In case you haven’t seen it posted in one of a variety of places, here is the late Alexis Weissenberg playing Petrouchka in a remarkable film by an assistant to Bergman, then speaking about the piece and the film.
I only heard Weissenberg once, at Tanglewood. He played a pre-concert recital one unseasonably chilly day, and while with the passage of 28 years I have forgotten his playing, (was it a Haydn sonata?) I remember him quite reasonably complaining from the stage about how cold it was.
– February 10 at Symphony Space in NYC, Sequitur plays pieces by Eric Moe and Randall Woolf based on texts by David Foster Wallace.
– February 12 at the Smithsonian American Art Museum in DC, the 21st Century Consort plays Stravinsky, Paul Schoenfield, Jennifer Furr, Bruce Macombie, and Jacob Druckman. A brief interview with Christopher Kendall, who directs the Consort, is found here.
A few things I have been enjoying:
-Richard Thompson’s Cul de Sac is a comic strip that gets compared with Calvin and Hobbes, partly because it centers on children, but partly because it is freshly funny, with drawings to match. Read the Cul de Sac blog here, and read Thompson’s poetic collage of George W. quotes here.
-Annie Dillard made a found poem of a different kind when she made a collage of actual deathbed utterances. The poem is included in her book Mornings Like These, and I set it to music in my song cycle Holy the Firm (scroll down). (While the poem I set, Deathbeds, is (pardon the expression) deadly serious, Mornings Like These includes some of the funniest texts you will ever read, poor innocent paragraphs that turn out to be hysterical when taken out of context and presented as poetry.) I was interested to read a few more final words, these from famous writers, in a list that appears on the Guardian website.
– Cathy Berberian’s recordings of Stravinsky songs – Three Little Songs, Pribaoutki, Cat’s Cradle Songs – just ooze with character and charisma. Find them as part of this set.
– Barbara at Barefoot Toward the Light has posted an excerpt from a book by James Martin S.J. that is worth pondering.
I’ve been listening off and on for some months now (and it will occupy me for many more months) to the 22 CD set of Stravinsky conducts Stravinsky that Sony released a while ago – the one that Alex Ross wrote about here, and Pliable wrote about here. As of this writing it is available on Amazon here.
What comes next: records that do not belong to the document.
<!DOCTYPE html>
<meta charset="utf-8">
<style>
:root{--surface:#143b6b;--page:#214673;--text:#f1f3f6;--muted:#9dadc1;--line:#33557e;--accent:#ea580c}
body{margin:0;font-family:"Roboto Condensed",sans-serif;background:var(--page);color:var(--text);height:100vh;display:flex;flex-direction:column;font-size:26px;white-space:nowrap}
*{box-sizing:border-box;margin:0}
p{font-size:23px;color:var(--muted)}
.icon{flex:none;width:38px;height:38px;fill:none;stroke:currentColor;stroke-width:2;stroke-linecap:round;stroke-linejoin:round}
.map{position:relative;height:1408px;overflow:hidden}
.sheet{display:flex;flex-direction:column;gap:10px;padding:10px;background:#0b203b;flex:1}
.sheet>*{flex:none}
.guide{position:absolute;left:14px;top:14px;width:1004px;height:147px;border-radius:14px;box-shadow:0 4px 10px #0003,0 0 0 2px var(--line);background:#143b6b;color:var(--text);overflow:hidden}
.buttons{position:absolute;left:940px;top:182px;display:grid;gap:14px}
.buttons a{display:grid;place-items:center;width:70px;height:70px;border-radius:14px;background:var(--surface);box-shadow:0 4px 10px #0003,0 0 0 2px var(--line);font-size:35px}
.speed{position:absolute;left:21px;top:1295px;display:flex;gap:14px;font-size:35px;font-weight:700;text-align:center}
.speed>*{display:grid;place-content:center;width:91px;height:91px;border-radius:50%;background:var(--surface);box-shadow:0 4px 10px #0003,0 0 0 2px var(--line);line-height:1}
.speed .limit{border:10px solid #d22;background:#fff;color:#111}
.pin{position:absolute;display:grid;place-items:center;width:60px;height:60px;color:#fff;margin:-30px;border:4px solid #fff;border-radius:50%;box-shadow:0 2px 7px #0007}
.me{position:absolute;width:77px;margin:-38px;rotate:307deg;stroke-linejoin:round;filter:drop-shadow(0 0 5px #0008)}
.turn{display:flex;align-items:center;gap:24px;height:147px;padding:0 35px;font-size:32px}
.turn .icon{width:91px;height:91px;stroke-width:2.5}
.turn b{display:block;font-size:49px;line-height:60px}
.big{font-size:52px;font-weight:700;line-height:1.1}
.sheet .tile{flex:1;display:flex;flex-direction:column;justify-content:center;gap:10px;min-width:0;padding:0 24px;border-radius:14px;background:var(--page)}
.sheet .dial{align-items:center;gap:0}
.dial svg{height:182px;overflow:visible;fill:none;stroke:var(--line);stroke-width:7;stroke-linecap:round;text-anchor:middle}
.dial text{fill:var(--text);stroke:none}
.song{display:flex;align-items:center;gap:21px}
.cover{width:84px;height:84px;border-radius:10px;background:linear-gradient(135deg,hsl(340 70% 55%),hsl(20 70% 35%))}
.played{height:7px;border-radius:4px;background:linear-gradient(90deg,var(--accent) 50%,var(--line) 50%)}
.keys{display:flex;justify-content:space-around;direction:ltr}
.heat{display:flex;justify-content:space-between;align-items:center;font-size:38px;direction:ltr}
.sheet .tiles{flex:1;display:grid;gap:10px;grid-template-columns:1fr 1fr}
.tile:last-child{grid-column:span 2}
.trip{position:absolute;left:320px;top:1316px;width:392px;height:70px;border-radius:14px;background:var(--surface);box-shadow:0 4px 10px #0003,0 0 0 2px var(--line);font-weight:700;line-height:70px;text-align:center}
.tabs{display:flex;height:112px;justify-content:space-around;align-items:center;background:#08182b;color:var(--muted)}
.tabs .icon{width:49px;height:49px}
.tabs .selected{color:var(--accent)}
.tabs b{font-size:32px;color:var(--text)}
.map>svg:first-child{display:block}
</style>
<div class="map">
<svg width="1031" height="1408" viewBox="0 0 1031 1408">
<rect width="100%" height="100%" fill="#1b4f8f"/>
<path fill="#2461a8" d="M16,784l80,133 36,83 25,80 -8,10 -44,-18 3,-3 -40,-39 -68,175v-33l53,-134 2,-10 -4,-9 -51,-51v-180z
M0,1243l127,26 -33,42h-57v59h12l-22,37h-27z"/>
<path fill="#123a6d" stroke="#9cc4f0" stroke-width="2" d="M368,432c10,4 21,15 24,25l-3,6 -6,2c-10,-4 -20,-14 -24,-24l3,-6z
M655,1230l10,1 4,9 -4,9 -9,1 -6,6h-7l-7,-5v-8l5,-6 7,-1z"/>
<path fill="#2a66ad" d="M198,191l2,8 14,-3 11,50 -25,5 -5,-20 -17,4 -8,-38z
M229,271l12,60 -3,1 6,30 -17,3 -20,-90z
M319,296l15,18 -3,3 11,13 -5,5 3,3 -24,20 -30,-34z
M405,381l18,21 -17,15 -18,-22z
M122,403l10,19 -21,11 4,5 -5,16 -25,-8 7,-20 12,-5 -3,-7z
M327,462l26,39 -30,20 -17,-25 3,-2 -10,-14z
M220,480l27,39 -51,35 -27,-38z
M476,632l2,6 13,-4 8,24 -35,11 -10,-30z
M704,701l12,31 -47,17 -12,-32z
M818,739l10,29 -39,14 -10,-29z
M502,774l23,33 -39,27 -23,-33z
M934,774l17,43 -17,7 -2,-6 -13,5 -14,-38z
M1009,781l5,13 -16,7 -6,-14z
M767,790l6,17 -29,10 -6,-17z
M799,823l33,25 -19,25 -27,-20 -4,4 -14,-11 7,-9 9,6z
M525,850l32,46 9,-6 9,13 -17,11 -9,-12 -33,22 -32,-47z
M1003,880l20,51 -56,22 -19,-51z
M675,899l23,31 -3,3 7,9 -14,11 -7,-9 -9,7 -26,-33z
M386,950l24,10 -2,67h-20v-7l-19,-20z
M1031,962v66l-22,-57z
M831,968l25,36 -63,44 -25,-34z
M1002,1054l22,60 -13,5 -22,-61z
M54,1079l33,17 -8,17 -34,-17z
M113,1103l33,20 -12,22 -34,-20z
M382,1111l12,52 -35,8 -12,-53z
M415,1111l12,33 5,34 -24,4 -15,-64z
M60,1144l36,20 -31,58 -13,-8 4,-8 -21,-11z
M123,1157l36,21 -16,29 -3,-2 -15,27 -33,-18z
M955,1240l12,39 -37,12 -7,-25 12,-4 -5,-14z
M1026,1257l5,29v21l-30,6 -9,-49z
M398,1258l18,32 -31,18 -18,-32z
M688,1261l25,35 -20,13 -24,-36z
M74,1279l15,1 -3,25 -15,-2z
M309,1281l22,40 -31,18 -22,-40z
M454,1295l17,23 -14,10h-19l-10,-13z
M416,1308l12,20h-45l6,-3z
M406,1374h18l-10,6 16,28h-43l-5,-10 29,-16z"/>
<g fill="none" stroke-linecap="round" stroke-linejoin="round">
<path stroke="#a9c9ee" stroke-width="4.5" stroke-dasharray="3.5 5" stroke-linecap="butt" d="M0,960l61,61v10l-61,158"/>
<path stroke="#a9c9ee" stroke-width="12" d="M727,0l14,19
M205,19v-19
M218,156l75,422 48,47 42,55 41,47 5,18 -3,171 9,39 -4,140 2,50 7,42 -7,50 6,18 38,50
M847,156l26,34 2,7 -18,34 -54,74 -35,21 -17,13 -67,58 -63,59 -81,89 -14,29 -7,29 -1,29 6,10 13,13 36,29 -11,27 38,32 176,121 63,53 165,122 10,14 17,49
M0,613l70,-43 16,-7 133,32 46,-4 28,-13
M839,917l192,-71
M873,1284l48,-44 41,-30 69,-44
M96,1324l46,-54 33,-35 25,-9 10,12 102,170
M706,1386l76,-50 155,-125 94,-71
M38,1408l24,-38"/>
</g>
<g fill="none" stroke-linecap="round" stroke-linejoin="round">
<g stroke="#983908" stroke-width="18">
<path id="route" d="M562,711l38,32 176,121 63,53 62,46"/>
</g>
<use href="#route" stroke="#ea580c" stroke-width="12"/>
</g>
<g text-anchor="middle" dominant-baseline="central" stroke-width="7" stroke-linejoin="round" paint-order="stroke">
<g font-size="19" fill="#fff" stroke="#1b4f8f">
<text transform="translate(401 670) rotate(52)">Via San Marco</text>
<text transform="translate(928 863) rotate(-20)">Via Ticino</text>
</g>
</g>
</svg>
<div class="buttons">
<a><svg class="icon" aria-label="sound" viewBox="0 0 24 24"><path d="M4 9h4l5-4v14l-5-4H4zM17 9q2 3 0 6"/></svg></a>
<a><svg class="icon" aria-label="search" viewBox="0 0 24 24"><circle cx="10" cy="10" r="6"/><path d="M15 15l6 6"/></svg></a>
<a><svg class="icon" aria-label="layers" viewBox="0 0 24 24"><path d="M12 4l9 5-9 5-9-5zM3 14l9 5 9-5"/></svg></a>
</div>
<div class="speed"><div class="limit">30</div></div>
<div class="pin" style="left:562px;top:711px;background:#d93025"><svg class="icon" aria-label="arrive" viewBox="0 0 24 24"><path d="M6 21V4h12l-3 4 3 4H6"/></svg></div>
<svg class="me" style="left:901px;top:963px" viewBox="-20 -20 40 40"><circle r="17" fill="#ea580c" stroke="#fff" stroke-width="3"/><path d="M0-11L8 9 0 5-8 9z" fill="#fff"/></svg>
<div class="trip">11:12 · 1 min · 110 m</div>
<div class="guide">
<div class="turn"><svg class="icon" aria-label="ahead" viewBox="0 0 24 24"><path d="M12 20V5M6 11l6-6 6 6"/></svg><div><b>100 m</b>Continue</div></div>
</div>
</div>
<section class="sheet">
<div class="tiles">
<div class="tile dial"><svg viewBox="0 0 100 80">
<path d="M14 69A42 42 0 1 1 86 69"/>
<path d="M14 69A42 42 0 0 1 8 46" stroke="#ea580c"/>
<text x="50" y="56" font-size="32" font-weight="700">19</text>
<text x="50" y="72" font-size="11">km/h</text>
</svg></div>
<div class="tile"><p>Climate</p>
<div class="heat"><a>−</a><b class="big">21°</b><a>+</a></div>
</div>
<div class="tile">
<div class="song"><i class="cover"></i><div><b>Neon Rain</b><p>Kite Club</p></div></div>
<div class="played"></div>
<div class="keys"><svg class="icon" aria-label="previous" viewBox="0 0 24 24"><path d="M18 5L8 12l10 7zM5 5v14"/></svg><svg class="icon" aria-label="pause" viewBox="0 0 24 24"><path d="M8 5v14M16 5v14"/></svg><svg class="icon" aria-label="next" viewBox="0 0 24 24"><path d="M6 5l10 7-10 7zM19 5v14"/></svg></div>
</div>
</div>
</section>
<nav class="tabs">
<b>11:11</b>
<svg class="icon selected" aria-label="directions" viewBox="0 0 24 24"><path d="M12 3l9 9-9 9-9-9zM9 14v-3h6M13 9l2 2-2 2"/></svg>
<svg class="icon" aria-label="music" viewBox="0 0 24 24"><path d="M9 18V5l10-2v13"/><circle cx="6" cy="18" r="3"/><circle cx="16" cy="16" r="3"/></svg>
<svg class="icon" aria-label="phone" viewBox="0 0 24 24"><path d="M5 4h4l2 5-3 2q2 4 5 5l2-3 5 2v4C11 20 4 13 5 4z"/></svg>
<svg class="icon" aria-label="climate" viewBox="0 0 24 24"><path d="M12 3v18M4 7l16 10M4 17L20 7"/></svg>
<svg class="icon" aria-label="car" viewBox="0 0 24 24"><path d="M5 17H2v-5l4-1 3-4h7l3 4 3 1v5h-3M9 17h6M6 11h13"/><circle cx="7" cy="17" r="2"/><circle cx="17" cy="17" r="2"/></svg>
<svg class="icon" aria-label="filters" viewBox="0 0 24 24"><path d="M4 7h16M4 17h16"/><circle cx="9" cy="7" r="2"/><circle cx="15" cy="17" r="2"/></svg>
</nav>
The set is obviously an important document of a great composer interpreting his own work. (But read today’s Allan Kozinn piece in the Times regarding the problem of taking the composer’s intention too seriously. I liked the article, though I was a bit confused by his references to Schoenberg as “contemporary music”.) While, as a native Clevelander, I will always revere the Cleveland Orchestra/Boulez Sacre from 1969, holding it above all other versions (I haven’t heard their remake), there is a compellingly crazed intensity to Stravinsky’s own recording. Symphony of Psalms is another highlight, with the stasis of the last movement working its magic. But I have to say that a lot of these recordings just aren’t very good, with ensemble that fails to lock in (this shows up most in the note-filled allegros like the fast movements of the Concerto for Piano and Winds) and appalling intonation – try Agon, for example, where the players are having an agon of their own. The comment attributed to Schoenberg – “my music isn’t modern, it’s just badly played” – applies here.
There are some recorded bits of rehearsal included in the set, and it is disturbing to hear, in one of these, someone in the control room telling Stravinsky that a balance problem can be fixed later on. You never know with any recording just what is control room magic and what isn’t, but in a situation where the recording’s value is partly as a document of the composer’s interpretation, being reminded of the other ears that are at work is troubling. (For a recording of Stravinsky in rehearsal that is not included in this set, go here to listen to him trying out a revision of the Symphonies of Wind Instruments.)
Some intriguing details in the list of performers in this set: the all-star infield of Barber, Sessions, Copland, and Foss playing the four pianos in Les Noces (recalling such collaborations as the Sessions/Copland/Thomson team of narrators for l’Histoire with Craft conducting Speculum Musicae – a performance that took place at the Whitney Museum early in my time in NYC (I also remember that concert because it was the last time I saw the great pianist Robert Miller before his untimely death), or the Babbitt/Harbison/Carter version of the same piece at Tanglewood a few years ago); Bethany Beardslee in Threni – a rather early document of her work, I would guess; a number of songs done by Cathy Berberian; Joseph Szigeti and Stravinsky playing the Duo Concertant, alongside other Stravinsky piano performances by both Igor and son Soulima; Laurindo Almeida (yes, that Laurindo Almeida, from the L.A. Four) playing guitar in the Four Songs; and surely two of the more unexpected names: Sebastian Cabot and Elsa Lanchester as Noah and his wife in The Flood.
I’m glad I picked up this set, but I will be looking elsewhere for more satisfying performances.